START Extracted material

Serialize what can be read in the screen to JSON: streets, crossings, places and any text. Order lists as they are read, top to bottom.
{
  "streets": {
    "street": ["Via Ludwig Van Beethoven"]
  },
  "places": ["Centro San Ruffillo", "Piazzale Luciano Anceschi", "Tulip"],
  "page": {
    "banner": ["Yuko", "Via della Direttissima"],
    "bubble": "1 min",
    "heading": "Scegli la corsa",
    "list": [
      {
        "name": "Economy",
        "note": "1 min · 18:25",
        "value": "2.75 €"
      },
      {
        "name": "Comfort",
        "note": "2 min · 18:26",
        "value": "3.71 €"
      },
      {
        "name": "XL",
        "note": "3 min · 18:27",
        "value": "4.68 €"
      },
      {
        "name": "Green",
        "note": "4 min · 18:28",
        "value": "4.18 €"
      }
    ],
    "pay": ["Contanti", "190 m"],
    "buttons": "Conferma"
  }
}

END Extracted material

The reply should consist of all the records, repeated exactly.

Result below:
Serialize what can be read in the screen to JSON: streets, crossings, places and any text. Order lists as they are read, top to bottom.
{
  "streets": {
    "street": ["Via Ludwig Van Beethoven"]
  },
  "places": ["Centro San Ruffillo", "Piazzale Luciano Anceschi", "Tulip"],
  "page": {
    "banner": ["Yuko", "Via della Direttissima"],
    "bubble": "1 min",
    "heading": "Scegli la corsa",
    "list": [
      {
        "name": "Economy",
        "note": "1 min · 18:25",
        "value": "2.75 €"
      },
      {
        "name": "Comfort",
        "note": "2 min · 18:26",
        "value": "3.71 €"
      },
      {
        "name": "XL",
        "note": "3 min · 18:27",
        "value": "4.68 €"
      },
      {
        "name": "Green",
        "note": "4 min · 18:28",
        "value": "4.18 €"
      }
    ],
    "pay": ["Contanti", "190 m"],
    "buttons": "Conferma"
  }
}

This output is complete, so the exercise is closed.